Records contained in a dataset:
------------------------------

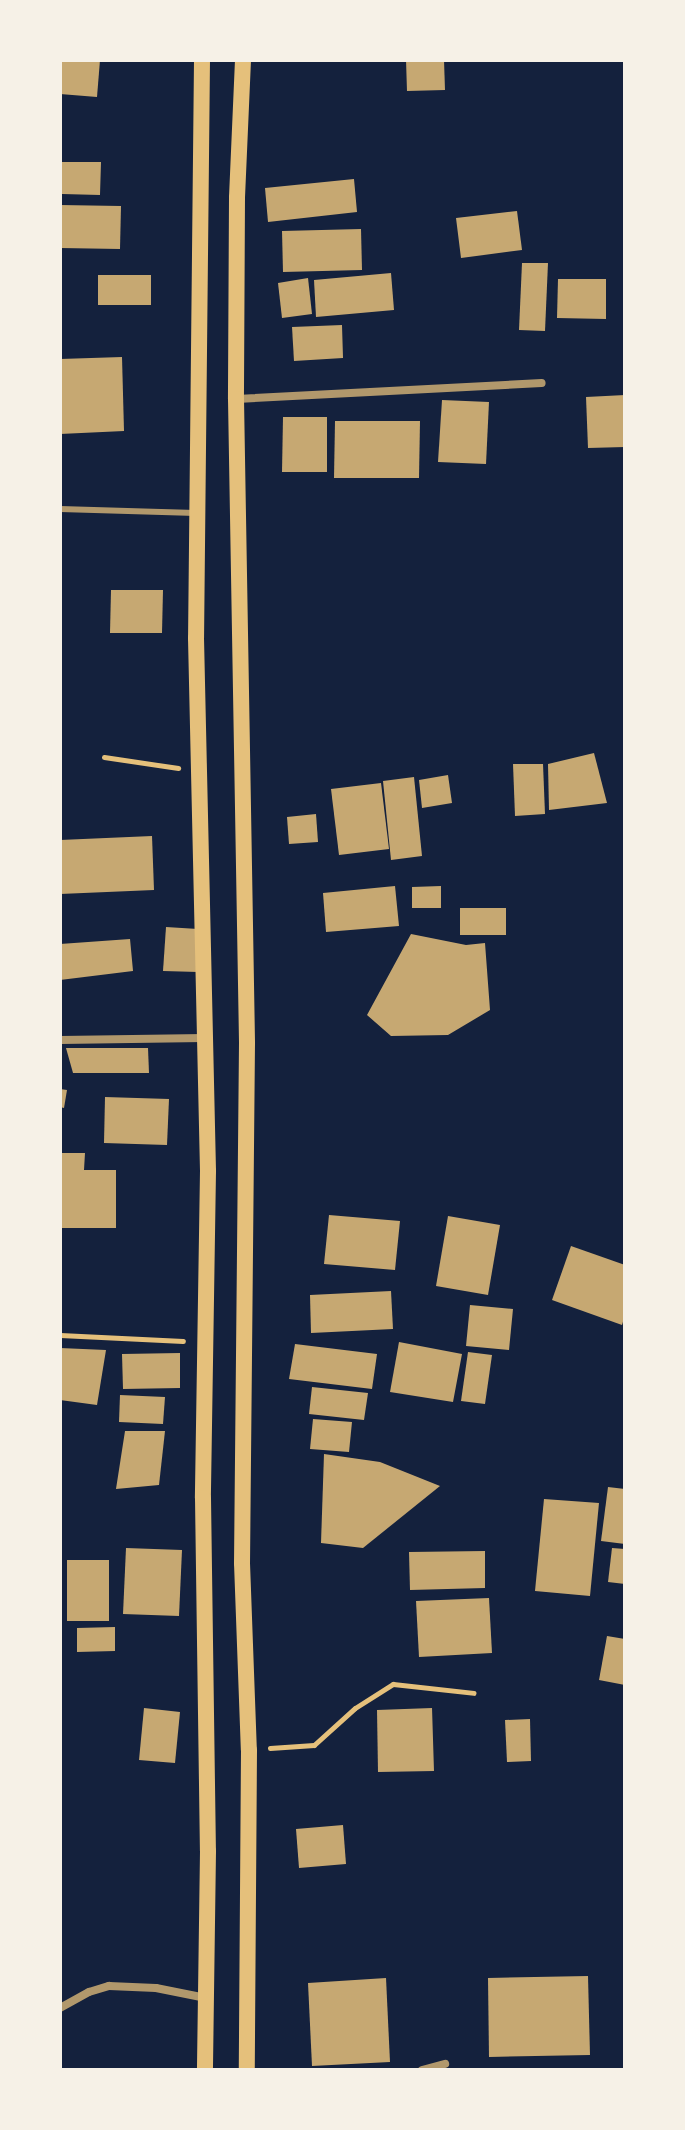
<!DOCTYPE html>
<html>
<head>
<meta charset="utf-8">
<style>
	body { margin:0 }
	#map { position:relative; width:685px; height:2130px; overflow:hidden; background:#14213d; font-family:Mulish,sans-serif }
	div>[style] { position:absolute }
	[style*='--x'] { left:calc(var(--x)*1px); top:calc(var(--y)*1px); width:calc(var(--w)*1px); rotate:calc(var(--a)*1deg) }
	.building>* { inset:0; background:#c6a872 }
	.path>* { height:5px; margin:-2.5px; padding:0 2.5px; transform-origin:2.5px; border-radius:2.5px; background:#e5c07b }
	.service>* { height:6px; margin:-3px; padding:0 3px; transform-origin:3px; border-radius:3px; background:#b1986c }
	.minor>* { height:8px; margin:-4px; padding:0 4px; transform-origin:4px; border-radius:4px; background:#b1986c }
	.secondary>* { height:16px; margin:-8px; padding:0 8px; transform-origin:8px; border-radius:8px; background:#e5c07b }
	span { translate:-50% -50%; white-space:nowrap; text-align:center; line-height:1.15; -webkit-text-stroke:6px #f6f1e7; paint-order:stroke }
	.frame { position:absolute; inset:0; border:62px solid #f6f1e7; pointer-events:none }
</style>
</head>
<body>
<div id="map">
	<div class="building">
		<i style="clip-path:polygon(62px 60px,100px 60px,97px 97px,60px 94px)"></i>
		<i style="clip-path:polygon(406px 60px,444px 60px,445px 90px,407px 91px)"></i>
		<i style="clip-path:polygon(62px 162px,101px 162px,100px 195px,62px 194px)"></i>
		<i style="clip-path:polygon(354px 179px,357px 212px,268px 222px,265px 188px)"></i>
		<i style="clip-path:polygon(60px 205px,121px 206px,120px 249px,60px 248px)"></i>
		<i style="clip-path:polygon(517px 211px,522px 250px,461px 258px,456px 218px)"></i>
		<i style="clip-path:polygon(361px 229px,362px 270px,283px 272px,282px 231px)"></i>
		<i style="clip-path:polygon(522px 263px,548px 263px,545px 331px,519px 330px)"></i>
		<i style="clip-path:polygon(391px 273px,394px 310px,316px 317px,314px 280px)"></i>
		<i style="clip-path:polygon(98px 275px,151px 275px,151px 305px,98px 305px)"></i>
		<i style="clip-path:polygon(308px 278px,312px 314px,282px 318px,278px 283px)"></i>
		<i style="clip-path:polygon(558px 279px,606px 279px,606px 319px,557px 318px)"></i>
		<i style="clip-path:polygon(342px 325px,343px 358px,294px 361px,292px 327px)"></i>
		<i style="clip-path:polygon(122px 357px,124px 431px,60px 434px,60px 359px)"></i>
		<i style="clip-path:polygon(625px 395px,625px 447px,588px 448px,586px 397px)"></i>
		<i style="clip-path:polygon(442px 400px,489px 402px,486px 464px,438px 462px)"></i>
		<i style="clip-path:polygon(283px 417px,327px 417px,327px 472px,282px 472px)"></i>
		<i style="clip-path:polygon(335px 421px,420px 421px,419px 478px,334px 478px)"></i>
		<i style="clip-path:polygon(111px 590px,163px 590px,162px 633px,110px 633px)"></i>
		<i style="clip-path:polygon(594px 753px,607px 803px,549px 810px,548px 764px)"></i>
		<i style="clip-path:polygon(513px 764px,543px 764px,545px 814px,515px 816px)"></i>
		<i style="clip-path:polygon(448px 775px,452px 803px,422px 808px,419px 780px)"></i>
		<i style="clip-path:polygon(414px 777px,422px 856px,391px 860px,383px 781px)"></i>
		<i style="clip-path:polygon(381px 783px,389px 849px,339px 855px,331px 789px)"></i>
		<i style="clip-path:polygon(316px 814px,318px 842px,289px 844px,287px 817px)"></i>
		<i style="clip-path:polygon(152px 836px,154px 890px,60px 894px,60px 840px)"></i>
		<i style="clip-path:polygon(395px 886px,399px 926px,326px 932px,323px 893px)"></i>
		<i style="clip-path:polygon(441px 886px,441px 908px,412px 908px,412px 887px)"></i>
		<i style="clip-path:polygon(460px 908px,506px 908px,506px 935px,460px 935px)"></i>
		<i style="clip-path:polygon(166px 927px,198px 929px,198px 972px,163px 971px)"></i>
		<i style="clip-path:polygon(411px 934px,466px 945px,485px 943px,490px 1010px,448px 1035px,391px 1036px,367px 1015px)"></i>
		<i style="clip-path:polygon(130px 939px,133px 971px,60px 980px,60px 944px)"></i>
		<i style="clip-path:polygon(66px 1048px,148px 1048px,149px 1073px,73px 1073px)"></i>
		<i style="clip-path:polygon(60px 1089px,67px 1090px,64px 1108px,60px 1107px)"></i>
		<i style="clip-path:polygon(105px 1097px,169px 1099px,167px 1145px,104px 1143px)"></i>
		<i style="clip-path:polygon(60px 1153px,85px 1153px,84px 1170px,116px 1170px,116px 1228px,60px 1228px)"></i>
		<i style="clip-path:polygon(329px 1215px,400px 1221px,395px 1270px,324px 1264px)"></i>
		<i style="clip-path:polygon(448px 1216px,500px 1225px,488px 1295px,436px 1286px)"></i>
		<i style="clip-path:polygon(571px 1246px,625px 1265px,625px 1315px,622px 1325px,552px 1300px)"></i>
		<i style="clip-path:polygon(391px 1291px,393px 1329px,311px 1333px,310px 1295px)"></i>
		<i style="clip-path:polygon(470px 1305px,513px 1309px,509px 1350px,466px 1346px)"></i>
		<i style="clip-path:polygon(399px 1342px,462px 1354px,453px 1402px,390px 1392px)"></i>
		<i style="clip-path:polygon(295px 1344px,377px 1354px,372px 1389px,289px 1379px)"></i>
		<i style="clip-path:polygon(60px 1348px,106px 1350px,97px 1405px,60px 1400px)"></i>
		<i style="clip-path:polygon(468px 1352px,492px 1355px,485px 1404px,461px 1401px)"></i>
		<i style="clip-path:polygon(180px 1353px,180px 1388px,123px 1389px,122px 1354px)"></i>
		<i style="clip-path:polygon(312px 1387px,368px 1393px,364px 1420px,309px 1414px)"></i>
		<i style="clip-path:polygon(120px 1395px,165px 1397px,163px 1424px,119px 1422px)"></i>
		<i style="clip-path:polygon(313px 1419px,352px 1422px,349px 1452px,310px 1449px)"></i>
		<i style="clip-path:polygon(125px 1431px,165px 1431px,159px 1485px,116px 1489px)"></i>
		<i style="clip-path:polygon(324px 1454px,380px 1462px,440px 1486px,363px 1548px,321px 1543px)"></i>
		<i style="clip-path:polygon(608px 1487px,625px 1489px,625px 1544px,601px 1541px)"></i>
		<i style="clip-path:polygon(544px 1499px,599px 1503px,590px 1596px,535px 1591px)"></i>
		<i style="clip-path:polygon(126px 1548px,182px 1550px,179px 1616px,123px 1614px)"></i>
		<i style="clip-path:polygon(612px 1548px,625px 1549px,625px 1584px,608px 1582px)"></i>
		<i style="clip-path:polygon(485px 1551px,485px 1588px,410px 1590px,409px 1552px)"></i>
		<i style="clip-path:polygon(67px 1560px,109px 1560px,109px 1621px,67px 1621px)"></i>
		<i style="clip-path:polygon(489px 1598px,492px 1653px,419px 1657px,416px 1601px)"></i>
		<i style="clip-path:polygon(115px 1627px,115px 1651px,77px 1652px,77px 1628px)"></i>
		<i style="clip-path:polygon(607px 1636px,625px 1639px,625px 1685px,599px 1680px)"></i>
		<i style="clip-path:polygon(144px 1708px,180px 1712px,175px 1763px,139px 1760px)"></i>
		<i style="clip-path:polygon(432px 1708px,434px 1771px,378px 1772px,377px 1710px)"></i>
		<i style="clip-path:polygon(530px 1719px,531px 1761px,507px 1762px,505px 1720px)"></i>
		<i style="clip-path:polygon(343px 1825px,346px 1864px,299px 1868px,296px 1829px)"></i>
		<i style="clip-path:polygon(588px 1976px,590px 2055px,489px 2057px,488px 1978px)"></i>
		<i style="clip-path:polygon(386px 1978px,390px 2062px,312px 2066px,308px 1983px)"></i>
	</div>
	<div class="path">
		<i style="--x:104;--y:757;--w:75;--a:8.5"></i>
		<i style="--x:60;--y:1335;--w:123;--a:2.8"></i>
		<i style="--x:270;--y:1748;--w:44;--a:-3.9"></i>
		<i style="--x:314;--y:1745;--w:55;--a:-42.1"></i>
		<i style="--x:355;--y:1708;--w:45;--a:-32.3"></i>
		<i style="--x:393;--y:1684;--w:81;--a:6.3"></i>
	</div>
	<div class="service">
		<i style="--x:60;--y:509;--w:136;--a:1.7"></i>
	</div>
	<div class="minor">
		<i style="--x:237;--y:399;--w:305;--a:-3"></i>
		<i style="--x:60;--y:1040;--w:144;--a:-0.8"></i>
		<i style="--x:60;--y:2008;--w:33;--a:-29"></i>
		<i style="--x:89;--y:1992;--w:21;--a:-17"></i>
		<i style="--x:109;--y:1986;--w:47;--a:2.4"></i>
		<i style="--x:156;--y:1988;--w:51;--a:11.3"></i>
		<i style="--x:422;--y:2070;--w:24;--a:-15"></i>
	</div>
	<div class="secondary">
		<i style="--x:202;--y:60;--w:578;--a:90.59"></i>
		<i style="--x:196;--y:638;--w:533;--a:88.71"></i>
		<i style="--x:208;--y:1171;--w:327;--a:90.9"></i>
		<i style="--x:203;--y:1498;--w:353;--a:89.2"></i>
		<i style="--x:208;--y:1851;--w:219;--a:90.8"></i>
		<i style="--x:243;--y:60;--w:138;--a:92.5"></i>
		<i style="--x:237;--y:198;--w:201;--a:90.3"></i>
		<i style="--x:236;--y:399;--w:644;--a:89.02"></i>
		<i style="--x:247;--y:1043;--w:520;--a:90.55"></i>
		<i style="--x:242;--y:1563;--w:187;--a:87.9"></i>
		<i style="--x:249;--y:1750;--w:320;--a:90.4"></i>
	</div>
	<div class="frame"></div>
</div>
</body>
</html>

------------------------------

■ **TASK TO CARRY OUT**
From the lines above, copy those that contain the word "width".

■ **COMPLETED TASK**
	#map { position:relative; width:685px; height:2130px; overflow:hidden; background:#14213d; font-family:Mulish,sans-serif }
	[style*='--x'] { left:calc(var(--x)*1px); top:calc(var(--y)*1px); width:calc(var(--w)*1px); rotate:calc(var(--a)*1deg) }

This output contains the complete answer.